• Source material:

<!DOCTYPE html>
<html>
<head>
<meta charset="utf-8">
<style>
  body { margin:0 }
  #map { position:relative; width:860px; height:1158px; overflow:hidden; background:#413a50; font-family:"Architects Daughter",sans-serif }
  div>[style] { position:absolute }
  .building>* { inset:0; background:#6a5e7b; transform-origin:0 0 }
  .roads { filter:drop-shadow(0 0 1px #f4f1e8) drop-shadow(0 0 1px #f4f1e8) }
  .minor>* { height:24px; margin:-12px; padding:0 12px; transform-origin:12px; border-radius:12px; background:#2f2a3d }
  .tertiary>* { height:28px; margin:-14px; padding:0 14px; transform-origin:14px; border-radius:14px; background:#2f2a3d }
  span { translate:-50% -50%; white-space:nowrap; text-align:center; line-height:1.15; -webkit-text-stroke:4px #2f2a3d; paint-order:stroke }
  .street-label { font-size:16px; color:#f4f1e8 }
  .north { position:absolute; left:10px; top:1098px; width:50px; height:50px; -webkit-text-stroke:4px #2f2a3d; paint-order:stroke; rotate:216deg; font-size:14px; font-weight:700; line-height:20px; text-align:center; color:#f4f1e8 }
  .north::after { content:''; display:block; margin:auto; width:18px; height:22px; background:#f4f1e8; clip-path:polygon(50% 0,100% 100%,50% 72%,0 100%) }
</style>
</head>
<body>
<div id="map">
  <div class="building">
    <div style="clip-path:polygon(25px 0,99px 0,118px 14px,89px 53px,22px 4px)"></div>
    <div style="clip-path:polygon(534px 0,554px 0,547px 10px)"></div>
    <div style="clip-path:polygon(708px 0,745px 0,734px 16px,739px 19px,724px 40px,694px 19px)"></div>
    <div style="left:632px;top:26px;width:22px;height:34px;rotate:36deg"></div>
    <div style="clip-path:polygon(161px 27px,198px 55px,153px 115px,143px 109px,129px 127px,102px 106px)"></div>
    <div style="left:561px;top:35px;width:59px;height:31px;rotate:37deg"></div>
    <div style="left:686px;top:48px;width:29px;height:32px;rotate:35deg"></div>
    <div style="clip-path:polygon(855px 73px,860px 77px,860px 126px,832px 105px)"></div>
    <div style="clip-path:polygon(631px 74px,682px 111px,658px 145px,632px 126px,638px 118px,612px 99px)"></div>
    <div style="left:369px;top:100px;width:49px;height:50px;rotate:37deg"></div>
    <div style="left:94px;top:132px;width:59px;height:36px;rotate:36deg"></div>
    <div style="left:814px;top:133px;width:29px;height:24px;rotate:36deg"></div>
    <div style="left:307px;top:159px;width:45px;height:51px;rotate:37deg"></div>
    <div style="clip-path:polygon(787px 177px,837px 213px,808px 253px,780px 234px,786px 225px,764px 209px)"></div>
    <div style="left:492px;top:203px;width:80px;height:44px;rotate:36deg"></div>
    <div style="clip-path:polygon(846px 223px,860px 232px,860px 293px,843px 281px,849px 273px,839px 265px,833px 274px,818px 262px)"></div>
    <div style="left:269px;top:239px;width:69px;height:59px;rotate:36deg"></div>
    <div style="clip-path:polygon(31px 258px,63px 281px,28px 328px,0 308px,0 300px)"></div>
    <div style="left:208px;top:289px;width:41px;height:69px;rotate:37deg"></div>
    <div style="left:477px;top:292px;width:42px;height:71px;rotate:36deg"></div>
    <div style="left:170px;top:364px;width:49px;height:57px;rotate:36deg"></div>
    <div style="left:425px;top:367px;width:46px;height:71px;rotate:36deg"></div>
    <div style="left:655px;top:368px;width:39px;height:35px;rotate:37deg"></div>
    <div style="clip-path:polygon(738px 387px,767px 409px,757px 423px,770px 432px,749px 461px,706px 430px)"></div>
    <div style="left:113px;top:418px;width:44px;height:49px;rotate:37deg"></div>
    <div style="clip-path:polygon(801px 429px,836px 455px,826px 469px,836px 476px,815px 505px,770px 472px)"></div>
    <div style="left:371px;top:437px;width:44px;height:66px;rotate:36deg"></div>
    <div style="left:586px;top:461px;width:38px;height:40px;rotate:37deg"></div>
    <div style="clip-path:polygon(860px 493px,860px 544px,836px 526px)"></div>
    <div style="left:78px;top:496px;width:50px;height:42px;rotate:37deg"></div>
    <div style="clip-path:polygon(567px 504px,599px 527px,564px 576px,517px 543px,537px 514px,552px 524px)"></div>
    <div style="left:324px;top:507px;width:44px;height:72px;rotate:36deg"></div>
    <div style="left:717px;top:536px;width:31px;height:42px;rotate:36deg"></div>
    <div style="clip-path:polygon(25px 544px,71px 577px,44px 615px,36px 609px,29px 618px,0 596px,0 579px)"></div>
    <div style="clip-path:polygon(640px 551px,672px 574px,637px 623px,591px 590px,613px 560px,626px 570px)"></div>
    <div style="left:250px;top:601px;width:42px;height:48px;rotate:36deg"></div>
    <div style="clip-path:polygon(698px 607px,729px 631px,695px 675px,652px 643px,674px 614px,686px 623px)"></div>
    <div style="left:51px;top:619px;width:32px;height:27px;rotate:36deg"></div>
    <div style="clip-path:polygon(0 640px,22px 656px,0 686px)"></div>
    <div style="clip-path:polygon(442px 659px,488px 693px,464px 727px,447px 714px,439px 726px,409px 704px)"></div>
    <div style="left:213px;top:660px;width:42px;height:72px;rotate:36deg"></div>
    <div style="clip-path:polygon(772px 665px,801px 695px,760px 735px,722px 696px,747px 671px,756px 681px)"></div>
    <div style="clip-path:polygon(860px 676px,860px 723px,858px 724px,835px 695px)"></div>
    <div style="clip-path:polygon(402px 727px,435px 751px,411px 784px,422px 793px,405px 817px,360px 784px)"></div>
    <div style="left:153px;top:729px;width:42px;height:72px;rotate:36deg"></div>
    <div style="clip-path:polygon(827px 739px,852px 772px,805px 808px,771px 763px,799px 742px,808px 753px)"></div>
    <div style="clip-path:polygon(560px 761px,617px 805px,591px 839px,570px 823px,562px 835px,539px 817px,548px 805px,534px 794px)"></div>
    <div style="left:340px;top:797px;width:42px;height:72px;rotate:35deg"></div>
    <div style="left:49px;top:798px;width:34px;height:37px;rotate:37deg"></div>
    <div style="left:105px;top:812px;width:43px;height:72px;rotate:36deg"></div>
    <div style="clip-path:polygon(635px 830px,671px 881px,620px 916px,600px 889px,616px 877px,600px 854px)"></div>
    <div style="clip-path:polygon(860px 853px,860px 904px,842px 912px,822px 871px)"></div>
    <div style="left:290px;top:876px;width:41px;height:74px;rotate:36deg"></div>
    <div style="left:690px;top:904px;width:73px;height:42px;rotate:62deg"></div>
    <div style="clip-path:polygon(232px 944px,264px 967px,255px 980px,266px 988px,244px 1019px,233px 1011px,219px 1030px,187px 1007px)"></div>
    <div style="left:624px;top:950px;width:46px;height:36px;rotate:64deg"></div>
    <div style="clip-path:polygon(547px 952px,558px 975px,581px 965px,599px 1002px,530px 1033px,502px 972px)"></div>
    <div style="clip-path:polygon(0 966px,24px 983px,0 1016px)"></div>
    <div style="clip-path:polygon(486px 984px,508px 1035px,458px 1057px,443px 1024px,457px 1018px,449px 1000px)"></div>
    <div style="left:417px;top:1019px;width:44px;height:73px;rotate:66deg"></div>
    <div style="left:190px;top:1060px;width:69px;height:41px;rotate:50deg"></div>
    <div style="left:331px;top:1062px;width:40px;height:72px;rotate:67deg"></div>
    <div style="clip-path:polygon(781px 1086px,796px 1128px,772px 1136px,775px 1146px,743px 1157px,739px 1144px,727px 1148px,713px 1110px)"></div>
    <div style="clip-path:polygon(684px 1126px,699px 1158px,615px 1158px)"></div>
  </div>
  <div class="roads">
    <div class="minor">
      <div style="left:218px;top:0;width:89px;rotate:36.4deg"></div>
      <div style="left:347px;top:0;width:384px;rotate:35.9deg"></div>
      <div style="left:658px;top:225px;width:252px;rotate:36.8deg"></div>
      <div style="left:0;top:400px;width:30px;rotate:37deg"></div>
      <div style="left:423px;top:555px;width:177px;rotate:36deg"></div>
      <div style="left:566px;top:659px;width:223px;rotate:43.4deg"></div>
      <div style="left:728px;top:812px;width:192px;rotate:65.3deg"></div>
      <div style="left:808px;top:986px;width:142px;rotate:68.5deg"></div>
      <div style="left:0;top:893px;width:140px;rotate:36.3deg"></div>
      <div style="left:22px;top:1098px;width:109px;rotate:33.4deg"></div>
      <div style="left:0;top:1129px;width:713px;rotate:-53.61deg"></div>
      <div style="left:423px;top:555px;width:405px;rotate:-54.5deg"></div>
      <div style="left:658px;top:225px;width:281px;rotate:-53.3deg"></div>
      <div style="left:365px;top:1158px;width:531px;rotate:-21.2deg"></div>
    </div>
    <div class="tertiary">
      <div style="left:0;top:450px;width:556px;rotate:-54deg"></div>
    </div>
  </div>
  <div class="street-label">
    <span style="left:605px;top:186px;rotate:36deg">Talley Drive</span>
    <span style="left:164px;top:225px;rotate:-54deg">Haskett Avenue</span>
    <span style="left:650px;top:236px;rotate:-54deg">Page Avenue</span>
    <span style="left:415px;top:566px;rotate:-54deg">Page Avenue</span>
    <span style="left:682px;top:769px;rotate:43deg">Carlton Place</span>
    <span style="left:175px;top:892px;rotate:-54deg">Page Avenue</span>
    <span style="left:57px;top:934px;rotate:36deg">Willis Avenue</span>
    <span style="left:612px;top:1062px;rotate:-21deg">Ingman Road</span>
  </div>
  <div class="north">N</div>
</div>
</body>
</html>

• Description of the task:
For the word "padding", show every line of the entries that holds it.

• Written answer:
  .minor>* { height:24px; margin:-12px; padding:0 12px; transform-origin:12px; border-radius:12px; background:#2f2a3d }
  .tertiary>* { height:28px; margin:-14px; padding:0 14px; transform-origin:14px; border-radius:14px; background:#2f2a3d }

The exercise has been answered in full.